Nice
Not going to Monaco while staying in Nice would have been a big mistake. So, I took the train to Monte Carlo, the capital city of this tiny state, and spent a day visiting the main attractions there.
Next was the Oceanographic Museum founded by Price Albert I over 100 years ago. The two basement levels are an excellent aquarium. I have seen many of them all over the world but this collection is the most impressive. The Museum building is grand and worth visiting just for its architecture plus many interesting exhibits dedicated to polar and marine exploration.
Last but not the least was the magnificent Grand Casino. Anyone can enter it, just wear decent clothes, have a passport or id card, pay an entrance fee of 19 euros, and then do inside whatever you want: eat, drink and be merry, or gamble your money away, or watch others doing it.

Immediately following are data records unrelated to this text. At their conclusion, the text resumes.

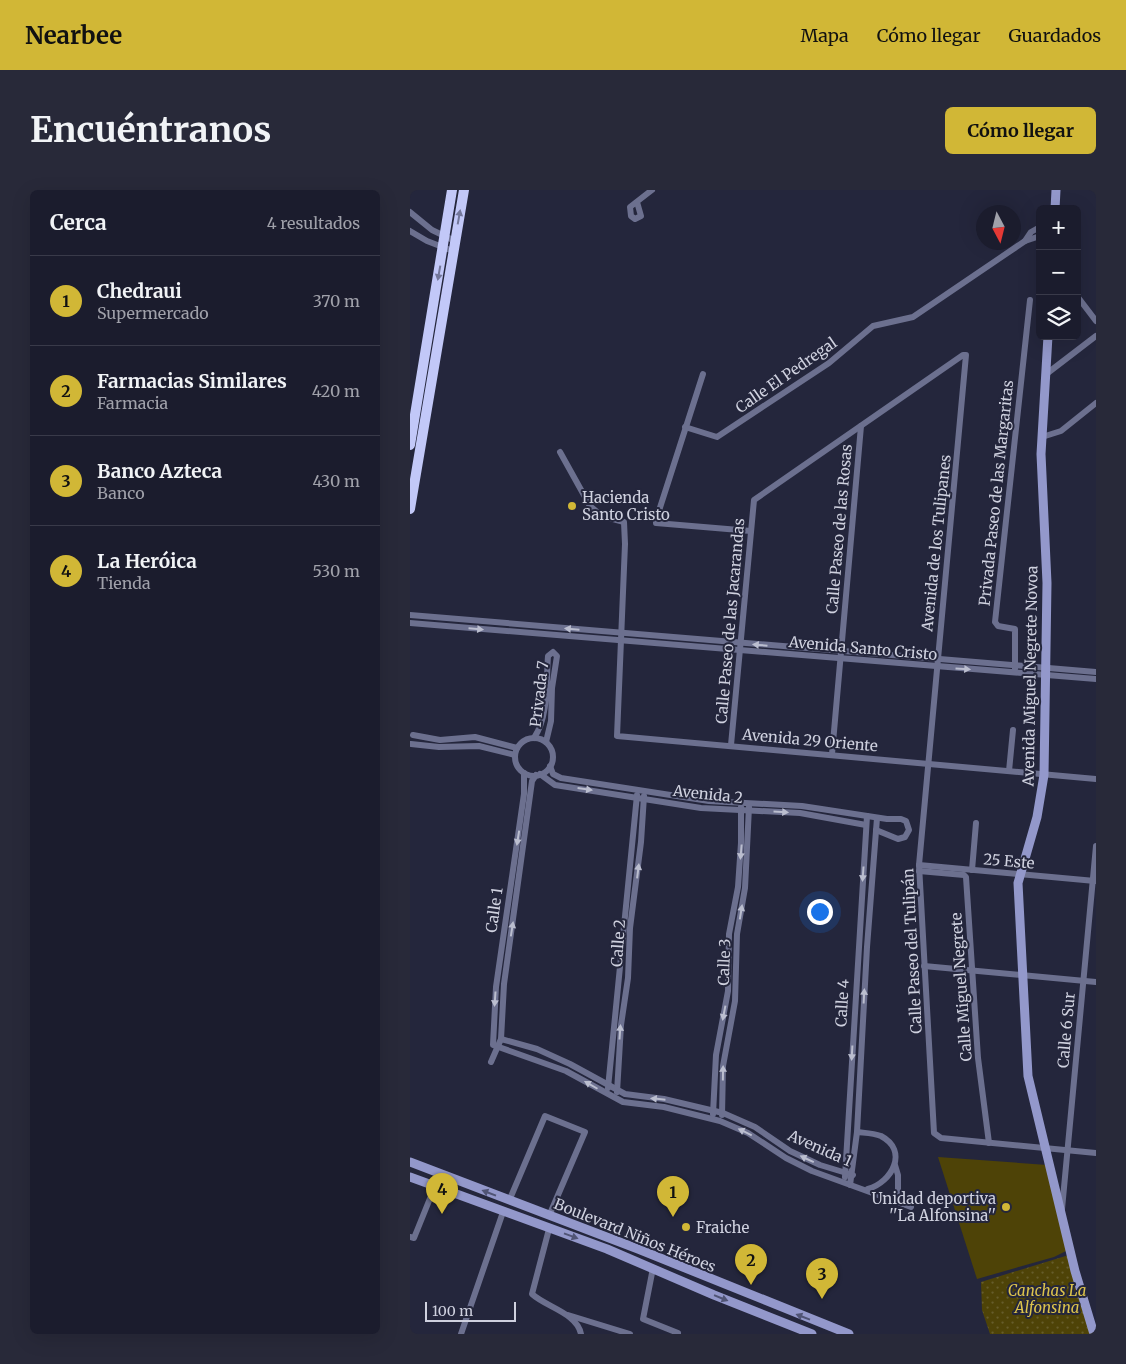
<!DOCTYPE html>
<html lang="es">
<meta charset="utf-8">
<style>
:root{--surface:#1b1c2d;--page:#282939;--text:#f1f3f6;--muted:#a0a1aa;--line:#393a49;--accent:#d1b736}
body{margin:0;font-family:Merriweather,serif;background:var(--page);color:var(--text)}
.controls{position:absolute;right:15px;top:15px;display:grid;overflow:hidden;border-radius:8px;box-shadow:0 5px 20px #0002}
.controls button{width:45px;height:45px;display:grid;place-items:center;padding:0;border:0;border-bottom:1px solid var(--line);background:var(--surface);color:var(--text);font:25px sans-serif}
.compass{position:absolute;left:566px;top:15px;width:45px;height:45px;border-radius:50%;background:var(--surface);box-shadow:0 5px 20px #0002;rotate:173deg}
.scale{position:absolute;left:15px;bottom:12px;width:91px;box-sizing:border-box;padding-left:5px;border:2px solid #cfd1df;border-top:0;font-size:14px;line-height:18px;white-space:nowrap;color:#cfd1df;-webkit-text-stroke:4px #24263c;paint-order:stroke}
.you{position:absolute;left:409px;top:721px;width:18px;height:18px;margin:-12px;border:4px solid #fff;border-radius:50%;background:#1a73e8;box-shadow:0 0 0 8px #1a73e833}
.badge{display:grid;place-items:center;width:32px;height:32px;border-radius:50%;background:var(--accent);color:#111;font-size:16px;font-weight:700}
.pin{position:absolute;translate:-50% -41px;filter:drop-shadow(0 1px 2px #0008)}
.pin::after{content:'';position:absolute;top:26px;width:18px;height:15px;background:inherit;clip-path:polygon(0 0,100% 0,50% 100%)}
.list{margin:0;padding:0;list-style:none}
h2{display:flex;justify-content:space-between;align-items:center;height:65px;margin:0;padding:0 20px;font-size:21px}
h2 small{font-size:16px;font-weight:400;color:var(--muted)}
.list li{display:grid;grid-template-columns:32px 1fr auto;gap:15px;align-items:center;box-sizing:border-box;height:90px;padding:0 20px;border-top:1px solid var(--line)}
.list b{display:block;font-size:19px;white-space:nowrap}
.list p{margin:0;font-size:16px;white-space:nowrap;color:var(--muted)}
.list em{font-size:16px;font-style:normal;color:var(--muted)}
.icon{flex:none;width:28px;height:28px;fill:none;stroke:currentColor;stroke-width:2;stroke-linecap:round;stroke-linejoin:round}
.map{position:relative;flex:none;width:686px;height:1144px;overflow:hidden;border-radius:8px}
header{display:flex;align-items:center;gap:30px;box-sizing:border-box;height:70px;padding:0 25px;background:var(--accent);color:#111}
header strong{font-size:24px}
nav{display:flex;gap:28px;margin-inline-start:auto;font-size:18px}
.intro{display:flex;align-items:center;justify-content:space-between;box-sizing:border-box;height:120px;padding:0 30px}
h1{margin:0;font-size:35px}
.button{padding:12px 22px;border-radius:8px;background:var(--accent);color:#111;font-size:18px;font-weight:700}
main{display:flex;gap:30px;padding:0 30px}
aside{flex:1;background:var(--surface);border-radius:8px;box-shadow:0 5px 20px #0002}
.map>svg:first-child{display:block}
</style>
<header>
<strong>Nearbee</strong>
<nav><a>Mapa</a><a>Cómo llegar</a><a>Guardados</a></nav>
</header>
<div class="intro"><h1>Encuéntranos</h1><a class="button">Cómo llegar</a></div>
<main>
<aside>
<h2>Cerca<small>4 resultados</small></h2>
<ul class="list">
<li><span class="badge">1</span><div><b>Chedraui</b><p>Supermercado</p></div><em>370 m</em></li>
<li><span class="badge">2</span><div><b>Farmacias Similares</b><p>Farmacia</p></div><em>420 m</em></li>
<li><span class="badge">3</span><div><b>Banco Azteca</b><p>Banco</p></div><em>430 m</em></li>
<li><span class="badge">4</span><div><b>La Heróica</b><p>Tienda</p></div><em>530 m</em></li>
</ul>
</aside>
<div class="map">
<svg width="686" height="1144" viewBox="0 0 686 1144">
<defs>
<pattern id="park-dots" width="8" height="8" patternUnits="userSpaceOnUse" patternTransform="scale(1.25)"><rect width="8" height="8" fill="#4e4307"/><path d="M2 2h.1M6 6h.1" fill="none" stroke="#665d2b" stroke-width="1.8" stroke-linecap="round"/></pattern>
</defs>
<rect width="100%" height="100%" fill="#24263c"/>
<path fill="#4e4307" d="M 528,967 L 637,975 L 660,1059 L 644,1067 L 567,1089 Z"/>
<path fill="url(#park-dots)" d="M 662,1064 L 683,1144 L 580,1144 L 572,1120 L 571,1092 Z"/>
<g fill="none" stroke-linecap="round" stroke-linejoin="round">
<g stroke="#6c708f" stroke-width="6">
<path d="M 227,12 L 231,26 L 225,29 L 221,26 L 220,17 L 242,0"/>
<path d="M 0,22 L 22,40 L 45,51"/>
<path d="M 0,41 L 17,51 L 43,61"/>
<path d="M 615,51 L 630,46"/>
<path d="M 667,106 L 686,131"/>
<path d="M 293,184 L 246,330 L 246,333 L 341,341"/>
<path d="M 635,185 L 686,146"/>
<path d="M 275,237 L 307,247 L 419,173 L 463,136 L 503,127 L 615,51 L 621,42 L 630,37"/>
<path d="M 632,247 L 651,241 L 686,213"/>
<path d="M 150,262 L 180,316 L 192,326 L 214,332 L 215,354 L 207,546 L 686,589"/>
<path d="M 0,425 L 686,482"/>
<path d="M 0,433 L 686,489"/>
<path d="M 605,479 L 605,439 L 588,436 L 585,432 L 620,110"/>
<path d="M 3,545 L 30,550 L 65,547 L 107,558"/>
<path d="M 124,548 C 139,526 136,492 138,466 L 143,462 L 147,466 L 142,498 L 141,531 L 136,552"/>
<circle cx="124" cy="567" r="19"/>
<path d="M 1,554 L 29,557 L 69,556 L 105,565"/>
<path d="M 321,555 L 344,310 L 553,165 L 556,165 L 509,675 L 524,943 L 531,948 L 686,963"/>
<path d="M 422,564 L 451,236"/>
<path d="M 140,576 L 143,584 L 151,588 L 299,611 L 392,616 L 477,629 L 491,629 L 496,631 L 499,640 L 495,647 L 488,649 L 466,640"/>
<path d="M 599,581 L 603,540"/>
<path d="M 114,583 L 114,604 L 86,797 L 83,855 L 156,881 L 213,912 L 254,917 L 310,931 L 338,943 L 376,968 L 402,981 L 501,1017"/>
<path d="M 130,584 L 145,595 L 291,618 L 390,623 L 456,635"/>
<path d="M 509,675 L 685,691"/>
<path d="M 562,680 L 566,633"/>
<path d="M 509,681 L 554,685 L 556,687 L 568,868 L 579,953"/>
<path d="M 514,776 L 686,792"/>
<path d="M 91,849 L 127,859 L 160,874 L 215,904 L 254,909 L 313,923 L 345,937 L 380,961 L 410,975 L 443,985"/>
<path d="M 81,872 L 91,849 L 94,794 L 122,591 L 126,585"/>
<path d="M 198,898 L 227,605"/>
<path d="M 207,902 L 211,835 L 218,788 L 220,738 L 231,652 L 234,606"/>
<path d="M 303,924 L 306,865 L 318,801 L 319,744 L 328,697 L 331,653 L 331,617"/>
<path d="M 312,925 L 313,876 L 325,811 L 327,744 L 335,698 L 339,617"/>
<path d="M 447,942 C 455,943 463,943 471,946 C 499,961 482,992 458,999"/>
<path d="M 485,975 L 488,985 L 488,1011"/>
<path d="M 435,987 L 457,626"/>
<path d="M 440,995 L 447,942 L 457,757 L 467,628"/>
<path d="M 99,1011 L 135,926 L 175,942 L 139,1026"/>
<path d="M 652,1019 L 686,656"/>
<path d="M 139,1039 L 122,1104 C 136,1117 167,1123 171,1144"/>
<path d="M 0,1047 L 4,1048 L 25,996"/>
<path d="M 243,1078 L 233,1129 L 268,1143"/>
<path d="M 158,1125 L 220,1144"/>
<path d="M 51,1144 L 93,1022"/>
</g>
<g stroke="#9398cb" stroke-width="9">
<path d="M 645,19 L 646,0"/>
<path d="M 638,146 L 631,264 L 637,393 L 634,585 L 627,627 L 608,693 L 618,886 L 665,1081 L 684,1144"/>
<path d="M 0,972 L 228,1059 L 439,1144"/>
<path d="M 0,987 L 197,1059 L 304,1105 L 402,1144"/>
</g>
<g stroke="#c2c8f8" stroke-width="10">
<path d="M 0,255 L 42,0"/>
<path d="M 0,319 L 54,0"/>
</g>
</g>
<defs><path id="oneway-solid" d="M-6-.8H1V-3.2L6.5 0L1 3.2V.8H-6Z" transform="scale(1.25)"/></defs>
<g fill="#73779a">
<use href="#oneway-solid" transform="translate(49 27) rotate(-80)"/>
<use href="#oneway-solid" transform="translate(29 83) rotate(100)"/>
</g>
<g fill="#bbbecf">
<use href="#oneway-solid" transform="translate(66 439) rotate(5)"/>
<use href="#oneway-solid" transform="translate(162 439) rotate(-175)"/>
<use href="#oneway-solid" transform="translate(350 455) rotate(-175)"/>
<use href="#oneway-solid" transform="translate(553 479) rotate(4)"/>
<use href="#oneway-solid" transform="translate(175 599) rotate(8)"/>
<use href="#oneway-solid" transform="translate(371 622) rotate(3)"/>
<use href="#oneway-solid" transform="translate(108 648) rotate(99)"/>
<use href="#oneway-solid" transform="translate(331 662) rotate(95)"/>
<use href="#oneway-solid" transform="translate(228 681) rotate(-83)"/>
<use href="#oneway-solid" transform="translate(453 684) rotate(94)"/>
<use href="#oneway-solid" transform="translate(331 722) rotate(-81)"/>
<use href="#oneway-solid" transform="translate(102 739) rotate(-81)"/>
<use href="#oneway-solid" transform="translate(454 806) rotate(-87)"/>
<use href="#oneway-solid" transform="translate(85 809) rotate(94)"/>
<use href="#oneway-solid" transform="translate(314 823) rotate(101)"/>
<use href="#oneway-solid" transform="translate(210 842) rotate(-86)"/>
<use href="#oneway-solid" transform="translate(442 863) rotate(93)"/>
<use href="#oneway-solid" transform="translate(313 883) rotate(-89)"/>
<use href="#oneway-solid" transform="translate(181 895) rotate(-150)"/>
<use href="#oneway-solid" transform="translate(248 909) rotate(-174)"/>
<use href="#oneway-solid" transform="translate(335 942) rotate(-154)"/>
<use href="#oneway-solid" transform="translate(397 969) rotate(-155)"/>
</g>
<g fill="#505475">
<use href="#oneway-solid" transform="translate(79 1003) rotate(-159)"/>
<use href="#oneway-solid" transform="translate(161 1046) rotate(20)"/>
<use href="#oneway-solid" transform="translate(311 1108) rotate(22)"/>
<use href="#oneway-solid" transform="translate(393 1127) rotate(-159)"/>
</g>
<g fill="#d1b736" stroke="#24263c" stroke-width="2">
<circle cx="162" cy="316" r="5"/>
<circle cx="596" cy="1017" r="5"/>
<circle cx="276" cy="1037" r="5"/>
</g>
<g text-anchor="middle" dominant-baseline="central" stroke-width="4" stroke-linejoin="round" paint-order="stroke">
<g font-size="15" fill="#cfd1df" stroke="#24263c">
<text transform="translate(376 185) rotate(-35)">Calle El Pedregal</text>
<text transform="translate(586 303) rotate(-84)">Privada Paseo de las Margaritas</text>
<text transform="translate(429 339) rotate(-85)">Calle Paseo de las Rosas</text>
<text transform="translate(526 353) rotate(-84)">Avenida de los Tulipanes</text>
<text transform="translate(320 431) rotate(-85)">Calle Paseo de las Jacarandas</text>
<text transform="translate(453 458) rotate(5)">Avenida Santo Cristo</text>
<text transform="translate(620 486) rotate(-89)">Avenida Miguel Negrete Novoa</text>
<text transform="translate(129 504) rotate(-83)">Privada 7</text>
<text transform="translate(400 550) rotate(5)">Avenida 29 Oriente</text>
<text transform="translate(298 604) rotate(6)">Avenida 2</text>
<text transform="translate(599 671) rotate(5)">25 Este</text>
<text transform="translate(84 720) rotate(-82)">Calle 1</text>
<text transform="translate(208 753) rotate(-86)">Calle 2</text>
<text transform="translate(502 761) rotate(-93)">Calle Paseo del Tulipán</text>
<text transform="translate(314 772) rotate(-88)">Calle 3</text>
<text transform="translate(551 797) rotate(-94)">Calle Miguel Negrete</text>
<text transform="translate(432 813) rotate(-87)">Calle 4</text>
<text transform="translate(656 840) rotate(-85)">Calle 6 Sur</text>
<text transform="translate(410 958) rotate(24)">Avenida 1</text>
<text transform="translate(225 1045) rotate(22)">Boulevard Niños Héroes</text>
</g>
<g font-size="15" fill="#cfd1df" stroke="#24263c" text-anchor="start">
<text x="172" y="307">Hacienda<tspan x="172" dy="17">Santo Cristo</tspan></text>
<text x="586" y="1008" text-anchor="end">Unidad deportiva<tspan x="586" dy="17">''La Alfonsina''</tspan></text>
<text x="286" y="1037">Fraiche</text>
</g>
<g font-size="15" font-style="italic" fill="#ddc44c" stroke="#24263c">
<text x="637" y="1100">Canchas La<tspan x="637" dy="17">Alfonsina</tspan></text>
</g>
</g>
</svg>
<div class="controls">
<button>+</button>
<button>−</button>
<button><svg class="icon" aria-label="layers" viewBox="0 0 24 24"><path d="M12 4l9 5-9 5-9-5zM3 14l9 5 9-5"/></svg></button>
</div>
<svg class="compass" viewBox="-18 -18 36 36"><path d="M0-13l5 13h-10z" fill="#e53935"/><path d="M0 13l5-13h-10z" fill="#a0a1aa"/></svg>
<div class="scale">100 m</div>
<div class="you"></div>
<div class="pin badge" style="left:263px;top:1027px">1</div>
<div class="pin badge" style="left:341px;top:1095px">2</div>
<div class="pin badge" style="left:412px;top:1109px">3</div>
<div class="pin badge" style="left:32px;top:1024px">4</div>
</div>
</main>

The ticket comes with a 10-euro credit that you can spend on a drink or at a slot machine.
I was there purely out of curiosity. The Casino is what Monte Carlo is known for. I wasted my 10-euro credit on a slot machine. I never win, that is why I do not gamble. I should have had a drink instead.
But what I saw inside exceeded my expectations. I visited plenty of palaces around the world but I never was impressed that much by the interior. Cathedral-high ceilings, paintings on the walls, drapes – everything looked exclusive and rich and, at the same time, they did not overdo it. The slot machines and roulette tables stand unobtrusively as if they were not the main reason for you to be there. It was not like any casinos that I saw in Vegas or Melbourne where it is noisy, too plushy and lots of blinking lights. The Grand Casino is the true nobility among them.
Very impressive! The Grand Casino is definitely worth a visit.